Look below for the line containing "M729,314v6l36,-3 2,20h-65l-2,-21z" and the line containing "M1510,107l14,189"; repeat exactly those two lines and all lines between them, and nothing else.
BEGIN
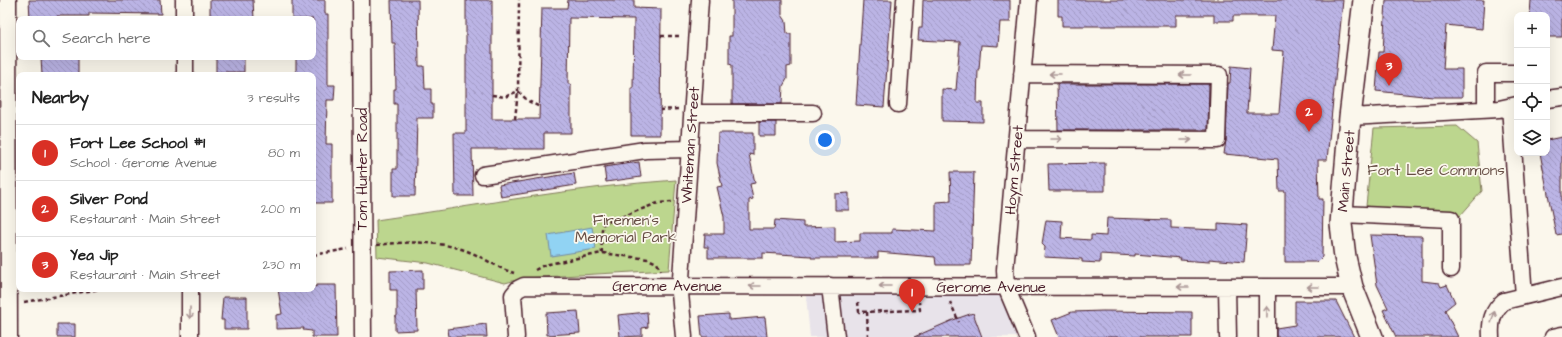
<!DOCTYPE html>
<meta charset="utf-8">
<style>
body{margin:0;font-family:"Architects Daughter",sans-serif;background:#f2f2f2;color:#222}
.controls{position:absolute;right:12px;top:12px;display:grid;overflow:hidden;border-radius:8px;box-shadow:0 4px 16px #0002}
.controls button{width:36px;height:36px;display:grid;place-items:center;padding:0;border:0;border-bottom:1px solid #e0e0e0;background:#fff;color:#222;font:20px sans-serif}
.you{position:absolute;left:825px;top:140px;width:14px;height:14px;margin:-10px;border:3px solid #fff;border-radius:50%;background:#1a73e8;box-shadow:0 0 0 6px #1a73e833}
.badge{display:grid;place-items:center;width:26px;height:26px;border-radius:50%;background:#d93025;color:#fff;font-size:13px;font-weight:700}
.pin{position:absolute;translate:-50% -33px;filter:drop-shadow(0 1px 2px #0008)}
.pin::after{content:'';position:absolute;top:21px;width:14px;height:12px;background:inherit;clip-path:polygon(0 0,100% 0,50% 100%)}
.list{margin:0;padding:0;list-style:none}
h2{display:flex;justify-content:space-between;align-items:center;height:52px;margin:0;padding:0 16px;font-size:17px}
h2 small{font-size:13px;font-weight:400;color:#767676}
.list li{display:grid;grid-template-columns:26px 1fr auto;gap:12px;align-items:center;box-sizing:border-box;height:56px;padding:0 16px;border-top:1px solid #e0e0e0}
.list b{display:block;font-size:15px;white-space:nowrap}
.list p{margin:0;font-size:13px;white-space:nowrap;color:#767676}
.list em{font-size:13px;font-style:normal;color:#767676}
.icon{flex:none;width:22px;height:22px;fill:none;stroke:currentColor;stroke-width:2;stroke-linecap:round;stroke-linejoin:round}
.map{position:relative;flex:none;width:1562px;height:337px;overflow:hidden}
.search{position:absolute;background:#fff;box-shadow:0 4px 16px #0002;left:16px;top:16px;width:300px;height:44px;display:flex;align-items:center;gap:10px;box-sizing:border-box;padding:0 14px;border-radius:8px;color:#767676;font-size:15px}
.panel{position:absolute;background:#fff;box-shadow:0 4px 16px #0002;left:16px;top:72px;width:300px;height:220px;border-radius:8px}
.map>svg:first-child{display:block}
</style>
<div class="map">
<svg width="1562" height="337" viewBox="0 0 1562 337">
<defs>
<pattern id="building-back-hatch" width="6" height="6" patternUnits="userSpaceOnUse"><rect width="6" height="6" fill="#bbb4e5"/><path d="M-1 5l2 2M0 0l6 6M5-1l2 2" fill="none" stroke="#a29ac5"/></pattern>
</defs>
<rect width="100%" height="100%" fill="#fbf7ec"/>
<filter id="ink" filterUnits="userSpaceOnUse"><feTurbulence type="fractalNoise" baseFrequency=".025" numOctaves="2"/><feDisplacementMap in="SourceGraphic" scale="8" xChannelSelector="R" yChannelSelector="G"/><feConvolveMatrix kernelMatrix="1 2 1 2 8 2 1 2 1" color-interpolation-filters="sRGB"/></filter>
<g filter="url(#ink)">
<!-- built -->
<path fill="#e8e3ea" d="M805,286l201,1 21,50h-217z"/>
<!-- green -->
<path fill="#bcd68e" stroke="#837a5c" d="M1457,126l20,17 5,48 -22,25 -94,-10 8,-78z
M676,180l-7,90 -145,8 -19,5 -77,-20 -51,-6 -1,-37c99,-14 199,-33 300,-40z"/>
<!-- water -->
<path fill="#91d3f3" stroke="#758ba3" d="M592,227l4,22 -45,7 -3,-21z"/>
<!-- building -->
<path fill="url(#building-back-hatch)" stroke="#4a1f2b" d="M29,0h131l1,14 -72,-1v3h-32v3h-27z
M210,0h43l1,19h-44z
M292,0h33v14h3v71h7l-1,15h-7l-1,44h6v59h-19v-128h-17v-18h17v-38h-21z
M391,0h27l1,66h5l1,23h6v15h2v14h-16l-2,78h-22v-27h4v-65h-3v-15h2l-1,-46h-3z
M466,0h26v119h47l3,-111h25l1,-8h66v8l27,1 -1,126h-29v-47h2l1,-69 -65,-1 -1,66h3v49h-27v16h-72l1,47h-18l-1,-63h12z
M732,0h50v15l4,6 1,13h4v32l-4,1v12l-4,7 -1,18h-50v-39l-3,-1v-28h3z
M863,0h29l-8,107 -28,-2z
M923,0h87v22h-10l-2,24 -17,-1 -2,24h-1l-1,34h6v19l-41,-1v-32l14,1 4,-48 -42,-2 1,-12h3z
M1058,0h285l-16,160h-9l1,39h4l-1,58 -5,5h-32v-71h-6l-1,-32 -54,-5 2,-14 2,-57h2l1,-17 19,2 -3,45h32l5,-62 -12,-1 3,-34h-42v5h-19v-6h-38v11h-114v-10h-4z
M1386,0h98l-2,29 -36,-4 -3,44h19v28h-29l-57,-6 3,-39h4z
M1531,0h31v37h-15v-22h-17z
M41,57h37v17l-36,1z
M216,57h28v15h-28z
M1057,84h152l-1,46h-150z
M759,122h17v14h-17z
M718,133h35v22l-4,-1 6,29 -5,1 3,15 -4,1v29h25l1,-9 28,2v5l32,-1v16l25,-1v-8h32v-4l44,2v-29l15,-1 -1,-29h24l-3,93h-35l-1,-8 -57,-5v6h-67v-2l-48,-3v5h-55v-11h-4l1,-13h19v-17l-7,-30 5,-1 -5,-23z
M1562,137v97l-6,1 -16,-82h7v-13z
M639,162l2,15 -35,5 -2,-15z
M1105,163v28h-56l-1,-27z
M574,173l2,12 -75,12 -2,-12z
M849,193v17h-14v-16z
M1107,218l64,2v8l47,2v-7l29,2 -3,37 -35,-3v3l-29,-2 1,-2 -46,-4v2l-35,-2v9l-18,-1v-3l-38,-2 1,-10 -3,-3 4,-24 16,1 -1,17 30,2v-5l15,1z
M1370,235l52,1v45l17,2 2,4 6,-2 8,17 -10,8 13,27h-62l-13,-27 5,-2 -11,-23z
M423,270v19h-7l1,41 -22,1v-14l2,-1v-26h-7v-19z
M316,285h20l1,52h-25v-6l-9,-1 1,-2 -28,1v-14l6,-1 -4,-25h35v-3l3,1z
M223,297h24v32h-23v-9h-3z
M1295,301h41l18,36h-78v-9l19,-3z
M578,311l2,22 -33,2 -1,-22z
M1103,311l89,1v25h-133l-7,-17 20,-8z
M647,312l1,15 -6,1v8l-22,1 -2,-22z
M973,313l9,24h-68l39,-17z
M729,314v6l36,-3 2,20h-65l-2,-21z
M57,324h18v13h-18z
M486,324l1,13h-38l-1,-8z"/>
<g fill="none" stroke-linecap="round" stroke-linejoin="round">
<defs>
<path id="minor" d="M8,0l1,337
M184,0v19
M361,0l2,337
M185,57v18
M1547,99l15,-2
M898,104l7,-104
M1510,107l14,189
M1486,109v-36h31
M692,113h121
M1350,117l149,-8 18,-4
M1017,139l200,1 2,-65 -197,-1
M483,175l162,-25 45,-1
M1342,214l109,5v50
M830,286l6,51
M1227,287l1,50
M190,289v48
M516,337l-3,-42 5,-6 6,-3 828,1
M684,337l-4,-44 20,-293
M1027,337l-21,-50 -1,-17 24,-270
M1267,337v-50
M1491,337c-1,-15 1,-26 13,-36l58,-14
M1553,337l9,-2"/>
<path id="major" d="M1364,0l-14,117 -9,107 4,33 7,30 20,50"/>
</defs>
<!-- minor casing -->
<use href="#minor" stroke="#4a1f2b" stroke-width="19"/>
<!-- major casing -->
<use href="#major" stroke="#4a1f2b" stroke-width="24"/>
<!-- path -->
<path stroke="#4a1f2b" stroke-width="2.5" stroke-dasharray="4 3" stroke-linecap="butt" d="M661,36h21
M492,95l13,2 13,-6 10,10 12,6
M660,110l18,-1
M515,119l3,-28 1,-91
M377,245c34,-4 72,-5 103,12 12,6 21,12 34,16
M602,253l-1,-18 2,-11 55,-21 14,-1
M313,255l35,-6
M535,270l9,-5 58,-12 46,6 9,4 4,8
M24,302l76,-13
M858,302l1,10 61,-2 -1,-8
M950,302l9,20
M867,312l1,25"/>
<!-- minor -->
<use href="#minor" stroke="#fbf7ec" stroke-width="16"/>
<!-- major -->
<use href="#major" stroke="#fbf7ec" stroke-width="21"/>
</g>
<!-- one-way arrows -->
<defs><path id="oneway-shaft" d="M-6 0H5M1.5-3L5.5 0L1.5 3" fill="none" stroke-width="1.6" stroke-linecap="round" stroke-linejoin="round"/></defs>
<g stroke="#ab9695">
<use href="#oneway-shaft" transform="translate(1055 74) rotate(-180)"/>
<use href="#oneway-shaft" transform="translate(1185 75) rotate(-180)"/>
<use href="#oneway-shaft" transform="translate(1056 139)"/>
<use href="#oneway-shaft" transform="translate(1186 140)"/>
<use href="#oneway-shaft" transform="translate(755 286) rotate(-180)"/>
<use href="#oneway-shaft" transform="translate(885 286) rotate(-180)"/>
<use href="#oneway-shaft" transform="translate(1183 287) rotate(-180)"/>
<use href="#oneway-shaft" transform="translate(1313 287) rotate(180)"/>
<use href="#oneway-shaft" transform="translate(1267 312) rotate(-89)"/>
<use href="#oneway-shaft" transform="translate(190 313) rotate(90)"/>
<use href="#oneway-shaft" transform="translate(1493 317) rotate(-73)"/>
</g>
</g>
<g text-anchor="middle" stroke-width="3.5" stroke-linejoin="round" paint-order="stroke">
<!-- street labels -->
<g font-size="15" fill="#4a1f2b" stroke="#fbf7ec">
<text transform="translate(690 145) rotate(-86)" y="5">Whiteman Street</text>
<text transform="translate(362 169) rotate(-90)" y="5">Tom Hunter Road</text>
<text transform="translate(1014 170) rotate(-85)" y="5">Hoym Street</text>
<text transform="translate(1346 171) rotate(-85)" y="5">Main Street</text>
<text x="667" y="291">Gerome Avenue</text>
<text x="991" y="292">Gerome Avenue</text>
</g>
<!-- park labels -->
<g font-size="15" fill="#664d44" stroke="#fbf7ec">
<text x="1436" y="175">Fort Lee Commons</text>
<text x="626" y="225">Firemen's<tspan x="626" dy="17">Memorial Park</tspan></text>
</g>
</g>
</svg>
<div class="controls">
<button>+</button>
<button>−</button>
<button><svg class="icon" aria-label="locate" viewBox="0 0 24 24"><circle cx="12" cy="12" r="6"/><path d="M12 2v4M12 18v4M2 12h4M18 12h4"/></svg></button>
<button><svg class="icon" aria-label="layers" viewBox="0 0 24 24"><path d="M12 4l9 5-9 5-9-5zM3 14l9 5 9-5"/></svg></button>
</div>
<div class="you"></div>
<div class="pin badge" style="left:912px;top:312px">1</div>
<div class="pin badge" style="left:1309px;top:132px">2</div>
<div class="pin badge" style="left:1389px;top:86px">3</div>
<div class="search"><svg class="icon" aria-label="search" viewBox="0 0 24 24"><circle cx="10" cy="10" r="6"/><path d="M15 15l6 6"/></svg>Search here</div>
<section class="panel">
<h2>Nearby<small>3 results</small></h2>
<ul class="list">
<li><span class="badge">1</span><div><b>Fort Lee School #1</b><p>School · Gerome Avenue</p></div><em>80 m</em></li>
<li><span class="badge">2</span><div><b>Silver Pond</b><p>Restaurant · Main Street</p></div><em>200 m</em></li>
<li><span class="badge">3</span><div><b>Yea Jip</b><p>Restaurant · Main Street</p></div><em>230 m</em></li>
</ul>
</section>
</div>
END
# [COMPLETED TASK]
M729,314v6l36,-3 2,20h-65l-2,-21z
M57,324h18v13h-18z
M486,324l1,13h-38l-1,-8z"/>
<g fill="none" stroke-linecap="round" stroke-linejoin="round">
<defs>
<path id="minor" d="M8,0l1,337
M184,0v19
M361,0l2,337
M185,57v18
M1547,99l15,-2
M898,104l7,-104
M1510,107l14,189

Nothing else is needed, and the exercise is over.